Desde 1998 que Panarin tem alertado para a futura desintegração dos EUA e para o colapso do dólar. De acordo com ele, a recente vitória do Partido Democrata nipónico no Japão é outro sinal que o colapso económico dos EUA está iminente.
«Hoje recebi outra confirmação de que o colapso do dólar e dos EUA é inevitável. O Partido Democrático do Japão ganhou as eleições, e gostaria de vos relembrar que o seu líder [Yukio Hatoyama] tem nos seus planos económicos a rejeição do dólar. Por outras palavras, ele pretende transferir as reservas monetárias do Japão de dólares norte-americanos para outra moeda. Esta mudança vai acelerar seriamente a descida do dólar, já a partir de Novembro. A desintegração ocorrerá pouco depois», disse o especialista russo, acrescentando que no próximo ano a China também vai rejeitar o dólar, e a Rússia começará a vender gás e petróleo em rublos.
Panarin afirmou em declarações anteriores que o dólar poderia ser eventualmente substituído por «uma nova unidade monetária, como o Amero», referindo-se ao tratado de Segurança e Prosperidade entre os EUA, o Canadá e o México.
Ele prevê a divisão dos EUA em seis partes diferentes, um pouco à semelhança das linhas traçadas durante a guerra civil norte-americana de 1865: «A costa do Pacífico, com a sua crescente população chinesa; o Sul, com os hispânicos; o Texas, onde os movimentos pela independência estão a aumentar; a costa do Atlântico, com sua mentalidade distinta; cinco dos estados centrais mais pobres com a sua grande população nativo-americana; e os estados do norte, onde a influência do Canadá é forte», de acordo com Panarin.
A longo prazo, Panarin prevê que os estados separatistas possam eventualmente ser controlados pela União Europeia, Canadá, China, México, Japão e Rússia, com a América a deixar de existir por completo, tal como apresentado na ilustração acima.

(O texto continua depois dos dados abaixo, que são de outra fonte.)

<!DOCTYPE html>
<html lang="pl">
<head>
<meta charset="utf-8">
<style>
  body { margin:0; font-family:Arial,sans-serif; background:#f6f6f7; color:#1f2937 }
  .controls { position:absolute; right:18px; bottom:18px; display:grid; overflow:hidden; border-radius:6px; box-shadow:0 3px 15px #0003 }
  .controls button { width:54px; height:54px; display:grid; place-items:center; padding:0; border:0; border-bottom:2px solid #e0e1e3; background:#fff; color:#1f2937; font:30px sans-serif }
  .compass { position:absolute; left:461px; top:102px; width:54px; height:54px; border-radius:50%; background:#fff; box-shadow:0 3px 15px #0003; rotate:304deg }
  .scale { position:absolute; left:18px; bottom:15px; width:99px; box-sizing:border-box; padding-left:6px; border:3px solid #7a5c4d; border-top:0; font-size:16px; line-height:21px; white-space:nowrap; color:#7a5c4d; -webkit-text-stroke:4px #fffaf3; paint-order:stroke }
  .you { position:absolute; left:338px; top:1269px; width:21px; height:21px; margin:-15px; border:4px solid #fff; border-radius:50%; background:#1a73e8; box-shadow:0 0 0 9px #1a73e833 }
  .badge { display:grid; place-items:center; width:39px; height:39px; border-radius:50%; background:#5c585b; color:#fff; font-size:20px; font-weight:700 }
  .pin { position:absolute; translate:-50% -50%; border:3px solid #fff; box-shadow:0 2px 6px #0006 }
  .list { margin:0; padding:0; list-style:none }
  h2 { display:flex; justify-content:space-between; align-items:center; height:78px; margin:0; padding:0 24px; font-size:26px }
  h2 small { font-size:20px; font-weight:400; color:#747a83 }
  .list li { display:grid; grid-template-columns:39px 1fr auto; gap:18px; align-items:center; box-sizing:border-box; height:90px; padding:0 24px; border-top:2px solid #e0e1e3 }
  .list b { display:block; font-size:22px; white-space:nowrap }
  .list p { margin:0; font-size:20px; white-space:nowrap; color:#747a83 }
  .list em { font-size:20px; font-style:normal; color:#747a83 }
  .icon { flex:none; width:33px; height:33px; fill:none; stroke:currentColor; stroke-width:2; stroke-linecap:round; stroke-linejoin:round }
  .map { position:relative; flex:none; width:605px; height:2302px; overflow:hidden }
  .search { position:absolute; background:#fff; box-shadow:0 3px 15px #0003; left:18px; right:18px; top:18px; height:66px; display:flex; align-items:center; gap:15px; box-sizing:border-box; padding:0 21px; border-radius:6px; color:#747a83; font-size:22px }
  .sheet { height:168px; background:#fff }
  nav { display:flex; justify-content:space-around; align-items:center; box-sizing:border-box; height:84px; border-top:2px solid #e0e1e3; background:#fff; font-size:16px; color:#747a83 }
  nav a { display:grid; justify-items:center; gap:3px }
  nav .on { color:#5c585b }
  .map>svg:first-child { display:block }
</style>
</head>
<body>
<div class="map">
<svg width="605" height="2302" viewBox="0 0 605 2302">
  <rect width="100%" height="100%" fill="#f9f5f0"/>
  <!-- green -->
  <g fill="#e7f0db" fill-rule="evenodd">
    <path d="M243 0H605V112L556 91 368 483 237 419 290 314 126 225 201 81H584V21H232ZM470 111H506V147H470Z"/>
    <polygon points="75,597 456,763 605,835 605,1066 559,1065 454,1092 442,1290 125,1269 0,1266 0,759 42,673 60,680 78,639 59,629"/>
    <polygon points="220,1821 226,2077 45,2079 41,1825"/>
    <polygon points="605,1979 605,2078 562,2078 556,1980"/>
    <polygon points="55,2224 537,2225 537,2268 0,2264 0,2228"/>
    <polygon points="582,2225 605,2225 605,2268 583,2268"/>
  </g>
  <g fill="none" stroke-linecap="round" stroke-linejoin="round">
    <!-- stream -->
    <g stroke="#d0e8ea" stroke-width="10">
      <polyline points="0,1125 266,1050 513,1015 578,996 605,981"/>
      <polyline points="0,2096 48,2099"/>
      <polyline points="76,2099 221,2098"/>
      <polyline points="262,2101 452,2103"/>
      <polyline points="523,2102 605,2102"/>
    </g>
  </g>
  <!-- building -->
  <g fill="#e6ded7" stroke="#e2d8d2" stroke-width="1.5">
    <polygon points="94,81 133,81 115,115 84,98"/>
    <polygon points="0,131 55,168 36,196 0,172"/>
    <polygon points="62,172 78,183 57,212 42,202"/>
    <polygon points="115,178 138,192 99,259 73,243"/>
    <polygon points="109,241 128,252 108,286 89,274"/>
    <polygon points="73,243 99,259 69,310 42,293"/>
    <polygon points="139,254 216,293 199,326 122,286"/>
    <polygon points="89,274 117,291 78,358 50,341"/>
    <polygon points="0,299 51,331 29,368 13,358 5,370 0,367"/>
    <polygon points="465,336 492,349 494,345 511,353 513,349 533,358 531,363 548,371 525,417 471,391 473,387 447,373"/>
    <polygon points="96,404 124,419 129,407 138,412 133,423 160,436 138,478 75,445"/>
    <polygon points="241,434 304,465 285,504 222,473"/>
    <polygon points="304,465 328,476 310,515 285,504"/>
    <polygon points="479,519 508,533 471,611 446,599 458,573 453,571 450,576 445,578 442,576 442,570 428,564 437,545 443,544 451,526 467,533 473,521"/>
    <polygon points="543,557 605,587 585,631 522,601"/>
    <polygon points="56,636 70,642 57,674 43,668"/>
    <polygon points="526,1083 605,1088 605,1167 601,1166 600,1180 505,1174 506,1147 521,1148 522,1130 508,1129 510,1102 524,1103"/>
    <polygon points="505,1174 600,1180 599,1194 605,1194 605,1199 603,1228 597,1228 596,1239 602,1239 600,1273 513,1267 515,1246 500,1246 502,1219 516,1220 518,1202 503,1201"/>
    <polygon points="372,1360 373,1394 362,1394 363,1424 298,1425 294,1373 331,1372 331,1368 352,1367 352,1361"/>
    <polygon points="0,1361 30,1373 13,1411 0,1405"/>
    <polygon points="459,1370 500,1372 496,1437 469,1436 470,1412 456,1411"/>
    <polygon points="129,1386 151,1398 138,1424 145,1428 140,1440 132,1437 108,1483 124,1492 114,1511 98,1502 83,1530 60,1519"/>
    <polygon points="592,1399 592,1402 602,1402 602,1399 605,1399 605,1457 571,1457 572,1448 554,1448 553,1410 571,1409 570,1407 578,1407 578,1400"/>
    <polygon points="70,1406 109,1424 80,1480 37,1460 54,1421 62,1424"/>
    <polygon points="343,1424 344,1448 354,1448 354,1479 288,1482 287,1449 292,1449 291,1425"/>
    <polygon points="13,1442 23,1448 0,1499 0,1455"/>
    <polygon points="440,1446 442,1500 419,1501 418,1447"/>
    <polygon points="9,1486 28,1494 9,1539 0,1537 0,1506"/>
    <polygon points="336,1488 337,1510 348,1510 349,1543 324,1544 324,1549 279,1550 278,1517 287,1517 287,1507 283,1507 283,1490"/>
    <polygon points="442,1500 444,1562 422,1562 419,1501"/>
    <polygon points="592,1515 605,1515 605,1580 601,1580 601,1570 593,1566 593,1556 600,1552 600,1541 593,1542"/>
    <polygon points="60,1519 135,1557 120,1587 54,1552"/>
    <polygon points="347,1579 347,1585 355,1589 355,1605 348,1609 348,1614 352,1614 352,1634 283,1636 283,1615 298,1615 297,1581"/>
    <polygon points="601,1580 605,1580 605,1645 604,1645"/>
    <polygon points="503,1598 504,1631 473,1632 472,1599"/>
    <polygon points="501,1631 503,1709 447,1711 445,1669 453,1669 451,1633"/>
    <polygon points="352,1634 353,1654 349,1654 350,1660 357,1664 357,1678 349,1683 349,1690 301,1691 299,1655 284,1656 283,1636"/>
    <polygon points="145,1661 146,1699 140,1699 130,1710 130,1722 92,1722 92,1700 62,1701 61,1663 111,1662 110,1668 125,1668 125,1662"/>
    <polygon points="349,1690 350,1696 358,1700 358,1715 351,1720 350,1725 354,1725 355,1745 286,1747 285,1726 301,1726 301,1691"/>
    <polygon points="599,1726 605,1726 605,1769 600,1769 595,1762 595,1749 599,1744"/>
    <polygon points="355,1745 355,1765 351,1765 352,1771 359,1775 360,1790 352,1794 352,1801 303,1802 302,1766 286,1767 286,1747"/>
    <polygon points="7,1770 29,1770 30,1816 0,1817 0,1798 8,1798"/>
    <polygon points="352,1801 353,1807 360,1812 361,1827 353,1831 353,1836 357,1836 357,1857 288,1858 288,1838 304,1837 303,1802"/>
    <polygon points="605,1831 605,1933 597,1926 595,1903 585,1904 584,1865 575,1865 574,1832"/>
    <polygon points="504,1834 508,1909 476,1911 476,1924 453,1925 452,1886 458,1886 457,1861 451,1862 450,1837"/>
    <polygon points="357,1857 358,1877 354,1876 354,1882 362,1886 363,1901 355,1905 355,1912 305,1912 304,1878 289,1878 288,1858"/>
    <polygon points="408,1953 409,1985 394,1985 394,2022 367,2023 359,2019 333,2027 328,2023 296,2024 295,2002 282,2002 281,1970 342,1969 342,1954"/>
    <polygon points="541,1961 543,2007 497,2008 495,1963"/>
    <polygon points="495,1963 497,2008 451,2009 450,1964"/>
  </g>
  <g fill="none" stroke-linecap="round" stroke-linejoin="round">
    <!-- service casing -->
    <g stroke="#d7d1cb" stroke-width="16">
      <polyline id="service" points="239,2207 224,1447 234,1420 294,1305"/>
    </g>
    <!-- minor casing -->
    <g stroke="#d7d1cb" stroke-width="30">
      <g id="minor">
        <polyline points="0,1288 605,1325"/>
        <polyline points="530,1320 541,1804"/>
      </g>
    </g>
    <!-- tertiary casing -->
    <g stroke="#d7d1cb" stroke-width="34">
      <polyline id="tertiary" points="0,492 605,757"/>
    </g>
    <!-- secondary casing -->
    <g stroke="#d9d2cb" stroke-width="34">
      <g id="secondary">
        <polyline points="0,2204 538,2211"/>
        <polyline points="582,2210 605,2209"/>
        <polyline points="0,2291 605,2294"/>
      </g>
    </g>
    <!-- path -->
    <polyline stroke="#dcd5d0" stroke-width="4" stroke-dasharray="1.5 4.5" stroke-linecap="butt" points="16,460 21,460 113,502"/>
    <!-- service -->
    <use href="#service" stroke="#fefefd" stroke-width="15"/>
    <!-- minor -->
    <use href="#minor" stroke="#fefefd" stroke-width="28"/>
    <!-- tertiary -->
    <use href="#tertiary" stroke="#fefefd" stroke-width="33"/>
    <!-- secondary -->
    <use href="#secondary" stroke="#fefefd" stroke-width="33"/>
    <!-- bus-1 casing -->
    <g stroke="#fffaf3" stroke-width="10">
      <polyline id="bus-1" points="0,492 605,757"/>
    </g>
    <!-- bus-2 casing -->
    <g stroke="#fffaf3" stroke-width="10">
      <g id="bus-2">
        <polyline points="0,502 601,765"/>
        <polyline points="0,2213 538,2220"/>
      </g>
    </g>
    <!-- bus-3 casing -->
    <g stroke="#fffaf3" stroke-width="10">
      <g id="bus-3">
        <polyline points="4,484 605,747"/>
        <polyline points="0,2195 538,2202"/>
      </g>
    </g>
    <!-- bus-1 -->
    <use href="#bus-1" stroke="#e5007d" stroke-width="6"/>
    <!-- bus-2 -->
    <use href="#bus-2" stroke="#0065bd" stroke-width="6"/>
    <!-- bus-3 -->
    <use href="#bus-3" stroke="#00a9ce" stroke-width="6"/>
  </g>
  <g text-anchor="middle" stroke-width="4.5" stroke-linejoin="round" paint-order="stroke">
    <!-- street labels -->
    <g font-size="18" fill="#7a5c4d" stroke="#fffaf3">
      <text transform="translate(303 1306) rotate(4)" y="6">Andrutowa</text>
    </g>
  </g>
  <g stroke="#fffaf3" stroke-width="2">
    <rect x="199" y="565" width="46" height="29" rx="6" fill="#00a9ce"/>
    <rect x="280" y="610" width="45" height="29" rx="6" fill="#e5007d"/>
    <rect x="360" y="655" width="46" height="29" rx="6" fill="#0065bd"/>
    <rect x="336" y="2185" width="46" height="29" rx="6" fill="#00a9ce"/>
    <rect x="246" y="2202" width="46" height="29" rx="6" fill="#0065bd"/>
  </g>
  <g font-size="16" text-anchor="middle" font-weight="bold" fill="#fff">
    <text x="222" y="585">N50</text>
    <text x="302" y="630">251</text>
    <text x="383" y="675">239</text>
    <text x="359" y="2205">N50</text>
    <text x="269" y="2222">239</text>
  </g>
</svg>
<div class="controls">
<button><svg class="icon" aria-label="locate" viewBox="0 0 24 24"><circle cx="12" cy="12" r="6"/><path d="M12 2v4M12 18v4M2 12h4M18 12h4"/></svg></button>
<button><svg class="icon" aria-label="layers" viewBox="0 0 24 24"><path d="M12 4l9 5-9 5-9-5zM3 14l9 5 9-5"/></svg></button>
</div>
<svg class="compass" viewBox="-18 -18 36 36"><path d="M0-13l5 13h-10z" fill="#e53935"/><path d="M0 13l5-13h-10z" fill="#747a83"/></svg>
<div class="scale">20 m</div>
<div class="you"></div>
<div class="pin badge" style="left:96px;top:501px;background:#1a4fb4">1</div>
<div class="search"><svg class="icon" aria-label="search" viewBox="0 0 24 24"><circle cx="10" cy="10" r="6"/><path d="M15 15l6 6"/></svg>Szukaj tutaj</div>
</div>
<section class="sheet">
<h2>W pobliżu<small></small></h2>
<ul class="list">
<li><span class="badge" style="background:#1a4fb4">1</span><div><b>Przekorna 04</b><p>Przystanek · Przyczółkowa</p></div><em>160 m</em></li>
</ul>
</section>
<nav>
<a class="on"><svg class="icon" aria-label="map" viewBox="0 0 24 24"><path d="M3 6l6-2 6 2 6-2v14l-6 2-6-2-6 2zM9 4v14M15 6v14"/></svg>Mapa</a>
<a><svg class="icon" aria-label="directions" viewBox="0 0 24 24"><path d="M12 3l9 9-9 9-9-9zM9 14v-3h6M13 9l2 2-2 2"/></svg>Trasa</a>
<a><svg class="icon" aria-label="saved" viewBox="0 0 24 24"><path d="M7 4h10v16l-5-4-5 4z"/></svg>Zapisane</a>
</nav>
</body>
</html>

Panarin culpa o colapso numa «elite que implementa uma política absurda e agressiva com vista a criar conflitos em todo o planeta» e avisa que o aumento da venda de armas nos EUA é um sinal que a população está a preparar-se para o «caos» no período posterior à bancarrota financeira total.
«Na minha opinião, a probabilidade dos EUA deixarem de existir até Junho de 2010 excede os 50%. Nesta altura, o dever das grandes potências mundiais é prevenir o caos nos EUA», concluiu Panarin.